(REQUIREMENT) Examine the records below. Report how many of their lines contain the word "list", with no other content.
[[ ENTRIES SUPPLIED, beginning ]]
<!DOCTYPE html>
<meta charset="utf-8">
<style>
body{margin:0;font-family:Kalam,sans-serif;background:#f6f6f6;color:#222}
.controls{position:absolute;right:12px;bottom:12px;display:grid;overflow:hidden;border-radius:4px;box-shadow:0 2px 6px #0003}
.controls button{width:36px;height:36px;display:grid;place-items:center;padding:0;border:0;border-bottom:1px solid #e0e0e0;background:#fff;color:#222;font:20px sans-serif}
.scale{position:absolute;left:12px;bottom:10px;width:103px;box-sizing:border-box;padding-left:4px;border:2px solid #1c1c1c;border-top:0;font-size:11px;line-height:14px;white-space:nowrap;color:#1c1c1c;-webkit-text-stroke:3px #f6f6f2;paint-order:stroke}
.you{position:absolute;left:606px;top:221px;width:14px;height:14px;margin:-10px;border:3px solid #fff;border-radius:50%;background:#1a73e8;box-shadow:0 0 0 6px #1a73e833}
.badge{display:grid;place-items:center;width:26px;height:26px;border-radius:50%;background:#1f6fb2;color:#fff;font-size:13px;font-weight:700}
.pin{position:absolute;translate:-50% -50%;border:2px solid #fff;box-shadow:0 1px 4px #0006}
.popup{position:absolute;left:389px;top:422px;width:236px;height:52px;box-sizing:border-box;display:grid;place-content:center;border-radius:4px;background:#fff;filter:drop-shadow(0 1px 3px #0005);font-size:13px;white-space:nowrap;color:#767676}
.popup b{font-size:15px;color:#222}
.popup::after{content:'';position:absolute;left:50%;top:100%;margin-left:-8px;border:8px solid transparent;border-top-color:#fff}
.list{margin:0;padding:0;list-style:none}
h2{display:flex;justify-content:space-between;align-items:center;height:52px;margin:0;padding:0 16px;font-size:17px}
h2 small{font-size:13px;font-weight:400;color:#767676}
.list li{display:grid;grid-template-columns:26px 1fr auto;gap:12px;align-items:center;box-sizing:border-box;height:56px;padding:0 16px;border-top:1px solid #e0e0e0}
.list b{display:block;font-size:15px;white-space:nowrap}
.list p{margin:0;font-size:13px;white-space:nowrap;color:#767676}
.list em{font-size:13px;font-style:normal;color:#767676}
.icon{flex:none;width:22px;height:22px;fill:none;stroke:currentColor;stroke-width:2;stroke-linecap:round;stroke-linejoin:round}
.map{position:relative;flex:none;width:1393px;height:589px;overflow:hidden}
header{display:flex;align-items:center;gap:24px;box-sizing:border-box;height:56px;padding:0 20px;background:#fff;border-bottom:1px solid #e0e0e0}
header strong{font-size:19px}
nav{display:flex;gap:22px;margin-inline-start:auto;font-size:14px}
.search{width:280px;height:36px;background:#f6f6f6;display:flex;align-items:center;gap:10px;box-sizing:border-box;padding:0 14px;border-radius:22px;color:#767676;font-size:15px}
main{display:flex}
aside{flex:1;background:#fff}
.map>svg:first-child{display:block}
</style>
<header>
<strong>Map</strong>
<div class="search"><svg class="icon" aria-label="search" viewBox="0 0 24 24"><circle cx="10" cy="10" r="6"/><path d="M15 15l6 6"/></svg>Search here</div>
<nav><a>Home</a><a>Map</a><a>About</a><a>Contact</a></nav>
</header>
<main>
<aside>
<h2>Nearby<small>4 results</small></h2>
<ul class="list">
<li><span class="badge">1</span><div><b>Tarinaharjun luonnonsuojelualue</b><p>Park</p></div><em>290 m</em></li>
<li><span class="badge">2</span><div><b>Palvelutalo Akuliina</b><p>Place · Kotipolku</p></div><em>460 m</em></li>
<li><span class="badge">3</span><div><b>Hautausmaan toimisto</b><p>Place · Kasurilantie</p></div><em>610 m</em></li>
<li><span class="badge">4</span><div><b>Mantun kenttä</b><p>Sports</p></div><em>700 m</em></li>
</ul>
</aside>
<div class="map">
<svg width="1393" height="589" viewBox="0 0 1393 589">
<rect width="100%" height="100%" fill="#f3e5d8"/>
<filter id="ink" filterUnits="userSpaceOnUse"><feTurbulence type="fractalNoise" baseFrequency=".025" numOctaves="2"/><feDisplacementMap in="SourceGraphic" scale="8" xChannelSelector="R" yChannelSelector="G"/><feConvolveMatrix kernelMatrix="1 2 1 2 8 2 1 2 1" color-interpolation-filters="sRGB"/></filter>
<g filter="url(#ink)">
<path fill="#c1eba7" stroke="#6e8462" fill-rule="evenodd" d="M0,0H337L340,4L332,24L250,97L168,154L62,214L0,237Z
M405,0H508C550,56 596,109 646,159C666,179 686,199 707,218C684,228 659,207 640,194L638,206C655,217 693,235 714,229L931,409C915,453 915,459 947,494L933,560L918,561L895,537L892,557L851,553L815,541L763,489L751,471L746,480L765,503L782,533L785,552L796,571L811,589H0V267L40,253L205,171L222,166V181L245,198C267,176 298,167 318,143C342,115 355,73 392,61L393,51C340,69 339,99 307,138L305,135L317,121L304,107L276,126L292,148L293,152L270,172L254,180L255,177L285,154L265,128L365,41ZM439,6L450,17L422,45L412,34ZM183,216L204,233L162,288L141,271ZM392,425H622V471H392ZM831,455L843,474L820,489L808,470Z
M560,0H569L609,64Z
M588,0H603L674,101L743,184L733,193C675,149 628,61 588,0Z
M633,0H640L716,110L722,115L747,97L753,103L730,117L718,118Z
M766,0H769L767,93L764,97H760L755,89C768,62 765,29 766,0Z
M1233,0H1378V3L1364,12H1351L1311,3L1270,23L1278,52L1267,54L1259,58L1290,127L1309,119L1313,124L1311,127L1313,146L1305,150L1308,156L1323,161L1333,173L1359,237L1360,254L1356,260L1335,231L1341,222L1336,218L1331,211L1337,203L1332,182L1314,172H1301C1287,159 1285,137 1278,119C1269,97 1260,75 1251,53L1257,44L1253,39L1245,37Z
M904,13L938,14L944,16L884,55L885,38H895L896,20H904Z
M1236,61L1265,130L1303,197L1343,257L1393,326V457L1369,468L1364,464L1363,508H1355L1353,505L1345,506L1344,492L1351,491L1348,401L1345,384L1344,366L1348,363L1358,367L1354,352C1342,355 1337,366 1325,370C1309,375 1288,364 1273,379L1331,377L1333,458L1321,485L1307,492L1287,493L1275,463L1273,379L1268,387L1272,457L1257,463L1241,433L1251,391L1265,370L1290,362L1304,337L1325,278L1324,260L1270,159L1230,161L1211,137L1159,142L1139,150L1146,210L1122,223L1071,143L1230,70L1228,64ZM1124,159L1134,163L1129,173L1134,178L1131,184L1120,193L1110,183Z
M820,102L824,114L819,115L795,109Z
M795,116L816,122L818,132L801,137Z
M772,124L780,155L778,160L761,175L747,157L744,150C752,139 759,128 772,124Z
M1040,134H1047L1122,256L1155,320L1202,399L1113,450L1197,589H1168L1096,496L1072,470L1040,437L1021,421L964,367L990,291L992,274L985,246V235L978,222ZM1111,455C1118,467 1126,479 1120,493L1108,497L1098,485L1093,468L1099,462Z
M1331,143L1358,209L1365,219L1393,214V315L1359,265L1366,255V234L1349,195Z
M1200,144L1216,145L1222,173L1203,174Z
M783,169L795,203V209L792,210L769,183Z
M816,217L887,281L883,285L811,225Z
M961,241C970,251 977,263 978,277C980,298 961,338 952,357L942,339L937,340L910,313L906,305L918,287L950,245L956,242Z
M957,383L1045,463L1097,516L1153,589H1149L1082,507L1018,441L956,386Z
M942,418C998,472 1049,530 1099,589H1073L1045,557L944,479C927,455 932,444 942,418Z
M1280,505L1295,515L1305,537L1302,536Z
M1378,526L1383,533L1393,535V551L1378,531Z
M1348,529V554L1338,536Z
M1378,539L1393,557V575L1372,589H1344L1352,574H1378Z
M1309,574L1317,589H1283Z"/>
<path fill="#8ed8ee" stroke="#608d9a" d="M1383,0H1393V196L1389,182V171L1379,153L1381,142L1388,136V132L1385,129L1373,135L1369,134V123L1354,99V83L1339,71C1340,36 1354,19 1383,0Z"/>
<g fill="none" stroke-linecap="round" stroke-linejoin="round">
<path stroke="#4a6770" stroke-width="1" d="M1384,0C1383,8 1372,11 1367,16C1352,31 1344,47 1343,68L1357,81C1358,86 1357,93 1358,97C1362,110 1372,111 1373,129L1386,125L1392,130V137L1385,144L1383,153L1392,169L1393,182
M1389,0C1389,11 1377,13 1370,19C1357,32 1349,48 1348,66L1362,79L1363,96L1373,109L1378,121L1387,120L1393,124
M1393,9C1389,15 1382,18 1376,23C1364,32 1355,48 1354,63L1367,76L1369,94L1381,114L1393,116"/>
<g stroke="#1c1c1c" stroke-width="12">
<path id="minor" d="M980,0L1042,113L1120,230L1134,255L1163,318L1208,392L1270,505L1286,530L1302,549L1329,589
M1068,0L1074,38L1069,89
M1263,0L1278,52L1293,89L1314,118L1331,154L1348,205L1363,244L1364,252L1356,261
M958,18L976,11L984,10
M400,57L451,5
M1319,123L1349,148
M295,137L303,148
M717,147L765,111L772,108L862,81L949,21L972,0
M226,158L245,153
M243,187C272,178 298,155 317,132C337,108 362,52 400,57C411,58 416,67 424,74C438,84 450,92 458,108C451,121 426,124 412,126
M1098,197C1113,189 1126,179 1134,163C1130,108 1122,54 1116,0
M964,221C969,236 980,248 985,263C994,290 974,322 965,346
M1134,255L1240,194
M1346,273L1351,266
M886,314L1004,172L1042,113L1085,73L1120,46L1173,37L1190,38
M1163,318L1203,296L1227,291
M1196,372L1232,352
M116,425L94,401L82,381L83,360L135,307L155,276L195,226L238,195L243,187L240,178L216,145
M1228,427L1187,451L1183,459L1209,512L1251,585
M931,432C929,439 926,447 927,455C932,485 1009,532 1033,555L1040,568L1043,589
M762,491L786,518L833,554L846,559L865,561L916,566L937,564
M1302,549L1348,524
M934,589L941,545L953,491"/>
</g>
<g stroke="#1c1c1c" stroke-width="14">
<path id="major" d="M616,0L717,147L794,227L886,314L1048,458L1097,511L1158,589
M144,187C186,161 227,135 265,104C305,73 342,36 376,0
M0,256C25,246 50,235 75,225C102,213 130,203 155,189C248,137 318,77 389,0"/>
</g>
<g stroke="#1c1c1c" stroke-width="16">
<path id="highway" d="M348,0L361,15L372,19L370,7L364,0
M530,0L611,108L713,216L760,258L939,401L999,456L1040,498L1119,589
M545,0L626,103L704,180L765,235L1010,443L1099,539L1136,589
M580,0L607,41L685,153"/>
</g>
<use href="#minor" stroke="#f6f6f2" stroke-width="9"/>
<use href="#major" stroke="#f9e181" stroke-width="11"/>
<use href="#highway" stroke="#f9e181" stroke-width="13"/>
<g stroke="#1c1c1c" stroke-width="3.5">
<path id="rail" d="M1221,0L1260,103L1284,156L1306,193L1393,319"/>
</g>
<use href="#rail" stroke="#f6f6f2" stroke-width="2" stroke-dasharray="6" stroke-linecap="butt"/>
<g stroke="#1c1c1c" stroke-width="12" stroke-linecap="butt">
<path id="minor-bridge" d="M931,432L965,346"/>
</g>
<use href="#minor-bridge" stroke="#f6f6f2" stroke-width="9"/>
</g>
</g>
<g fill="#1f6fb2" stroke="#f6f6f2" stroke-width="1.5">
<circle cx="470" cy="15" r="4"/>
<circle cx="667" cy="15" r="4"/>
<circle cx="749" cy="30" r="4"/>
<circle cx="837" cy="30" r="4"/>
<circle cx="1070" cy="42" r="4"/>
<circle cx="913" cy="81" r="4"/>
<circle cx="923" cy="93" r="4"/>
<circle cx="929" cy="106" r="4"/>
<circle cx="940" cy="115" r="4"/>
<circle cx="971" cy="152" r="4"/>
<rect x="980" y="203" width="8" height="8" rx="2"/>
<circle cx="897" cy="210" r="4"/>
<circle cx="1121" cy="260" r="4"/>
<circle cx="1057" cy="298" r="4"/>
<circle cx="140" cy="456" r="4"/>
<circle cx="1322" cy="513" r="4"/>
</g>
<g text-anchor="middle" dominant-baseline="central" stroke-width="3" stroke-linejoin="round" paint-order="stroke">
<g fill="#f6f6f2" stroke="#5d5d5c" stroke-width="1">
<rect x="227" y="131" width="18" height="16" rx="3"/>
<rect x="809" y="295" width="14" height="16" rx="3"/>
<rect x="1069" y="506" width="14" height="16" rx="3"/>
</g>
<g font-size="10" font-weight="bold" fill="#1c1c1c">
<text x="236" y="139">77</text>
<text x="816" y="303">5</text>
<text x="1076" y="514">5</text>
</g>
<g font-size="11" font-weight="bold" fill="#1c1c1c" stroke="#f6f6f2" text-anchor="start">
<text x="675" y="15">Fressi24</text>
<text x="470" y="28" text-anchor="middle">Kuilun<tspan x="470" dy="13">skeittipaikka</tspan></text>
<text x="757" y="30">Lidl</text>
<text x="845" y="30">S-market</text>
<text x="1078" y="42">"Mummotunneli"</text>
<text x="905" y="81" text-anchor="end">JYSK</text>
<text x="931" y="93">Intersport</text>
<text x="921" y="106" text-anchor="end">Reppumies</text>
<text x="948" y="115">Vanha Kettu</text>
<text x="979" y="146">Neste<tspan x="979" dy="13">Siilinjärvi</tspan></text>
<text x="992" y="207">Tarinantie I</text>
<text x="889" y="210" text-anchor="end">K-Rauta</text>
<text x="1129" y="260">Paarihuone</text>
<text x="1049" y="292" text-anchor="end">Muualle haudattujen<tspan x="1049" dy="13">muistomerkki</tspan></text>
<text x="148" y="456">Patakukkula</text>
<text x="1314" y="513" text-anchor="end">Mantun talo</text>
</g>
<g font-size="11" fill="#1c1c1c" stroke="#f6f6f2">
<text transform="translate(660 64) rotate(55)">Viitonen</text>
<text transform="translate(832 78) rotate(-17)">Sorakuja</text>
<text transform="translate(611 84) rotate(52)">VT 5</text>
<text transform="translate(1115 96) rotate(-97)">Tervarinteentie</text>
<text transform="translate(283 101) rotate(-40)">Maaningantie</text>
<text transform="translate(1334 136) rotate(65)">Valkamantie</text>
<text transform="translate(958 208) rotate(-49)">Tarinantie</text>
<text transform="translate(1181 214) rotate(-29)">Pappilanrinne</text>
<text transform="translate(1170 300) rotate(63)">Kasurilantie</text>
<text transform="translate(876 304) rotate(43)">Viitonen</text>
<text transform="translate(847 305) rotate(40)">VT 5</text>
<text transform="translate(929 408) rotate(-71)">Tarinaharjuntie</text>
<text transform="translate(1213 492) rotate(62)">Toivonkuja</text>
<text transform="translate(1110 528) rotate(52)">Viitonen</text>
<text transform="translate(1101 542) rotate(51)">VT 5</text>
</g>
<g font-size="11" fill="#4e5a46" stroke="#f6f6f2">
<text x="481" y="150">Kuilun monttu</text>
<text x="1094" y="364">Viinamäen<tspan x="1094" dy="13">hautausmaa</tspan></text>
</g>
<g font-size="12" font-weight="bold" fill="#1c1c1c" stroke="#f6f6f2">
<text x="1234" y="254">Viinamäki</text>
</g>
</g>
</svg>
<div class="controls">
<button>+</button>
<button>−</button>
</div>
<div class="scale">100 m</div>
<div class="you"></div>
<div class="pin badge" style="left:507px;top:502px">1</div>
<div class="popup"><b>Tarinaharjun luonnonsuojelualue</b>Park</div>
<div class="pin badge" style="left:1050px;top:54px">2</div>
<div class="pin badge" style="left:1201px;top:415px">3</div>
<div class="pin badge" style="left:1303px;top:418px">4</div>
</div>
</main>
[[ ENTRIES SUPPLIED, end ]]
(SOLUTION BELOW) 6